-- Records for the exercise follows --

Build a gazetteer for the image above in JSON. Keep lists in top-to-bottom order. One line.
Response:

-- Records for the exercise concluded --
-- Records for the exercise follows --

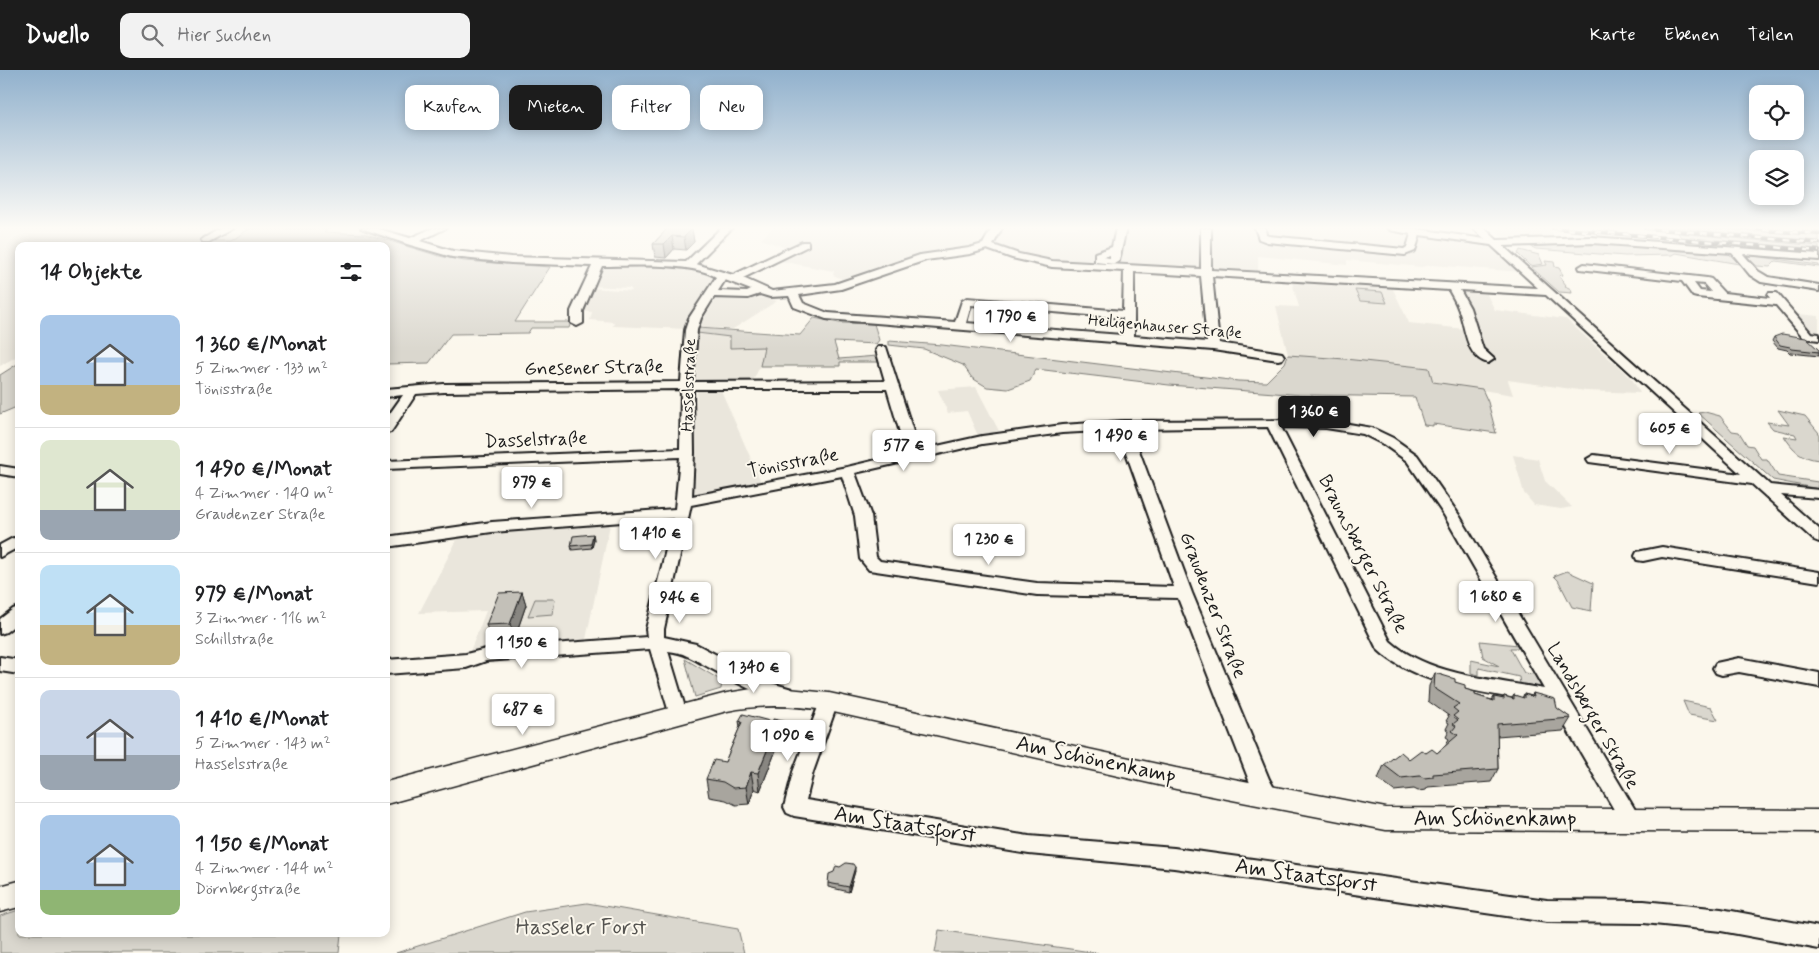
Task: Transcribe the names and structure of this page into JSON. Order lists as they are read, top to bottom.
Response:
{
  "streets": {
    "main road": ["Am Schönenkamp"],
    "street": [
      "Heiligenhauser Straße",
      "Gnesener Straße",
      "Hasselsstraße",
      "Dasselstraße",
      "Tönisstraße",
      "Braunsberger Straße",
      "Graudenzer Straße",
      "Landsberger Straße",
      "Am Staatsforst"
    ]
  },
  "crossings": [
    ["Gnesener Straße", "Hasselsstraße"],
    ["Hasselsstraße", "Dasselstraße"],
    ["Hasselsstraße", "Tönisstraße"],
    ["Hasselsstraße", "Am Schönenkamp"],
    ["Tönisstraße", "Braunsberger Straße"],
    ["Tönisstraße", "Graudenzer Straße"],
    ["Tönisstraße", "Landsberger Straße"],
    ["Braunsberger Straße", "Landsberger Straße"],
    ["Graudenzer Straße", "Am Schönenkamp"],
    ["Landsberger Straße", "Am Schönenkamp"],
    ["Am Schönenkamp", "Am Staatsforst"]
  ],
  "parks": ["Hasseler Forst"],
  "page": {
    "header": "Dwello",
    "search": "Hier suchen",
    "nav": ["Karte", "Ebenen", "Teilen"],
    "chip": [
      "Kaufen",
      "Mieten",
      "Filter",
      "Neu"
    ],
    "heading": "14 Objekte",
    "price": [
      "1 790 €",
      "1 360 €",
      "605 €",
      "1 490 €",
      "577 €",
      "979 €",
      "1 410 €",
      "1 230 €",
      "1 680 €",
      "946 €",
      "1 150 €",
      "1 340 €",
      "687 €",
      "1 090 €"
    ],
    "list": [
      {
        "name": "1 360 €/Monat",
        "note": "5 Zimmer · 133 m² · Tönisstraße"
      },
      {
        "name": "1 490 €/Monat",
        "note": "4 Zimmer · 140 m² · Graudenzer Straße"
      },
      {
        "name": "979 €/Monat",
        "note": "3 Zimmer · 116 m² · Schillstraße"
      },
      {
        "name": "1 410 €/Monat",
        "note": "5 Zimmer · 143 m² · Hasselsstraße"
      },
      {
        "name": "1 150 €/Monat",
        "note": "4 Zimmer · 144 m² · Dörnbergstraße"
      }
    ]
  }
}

-- Records for the exercise concluded --

- [Required work] Locate the lines above that hold the word "lists". Show every one of them.

- [Worked solution]
Build a gazetteer for the image above in JSON. Keep lists in top-to-bottom order. One line.
Task: Transcribe the names and structure of this page into JSON. Order lists as they are read, top to bottom.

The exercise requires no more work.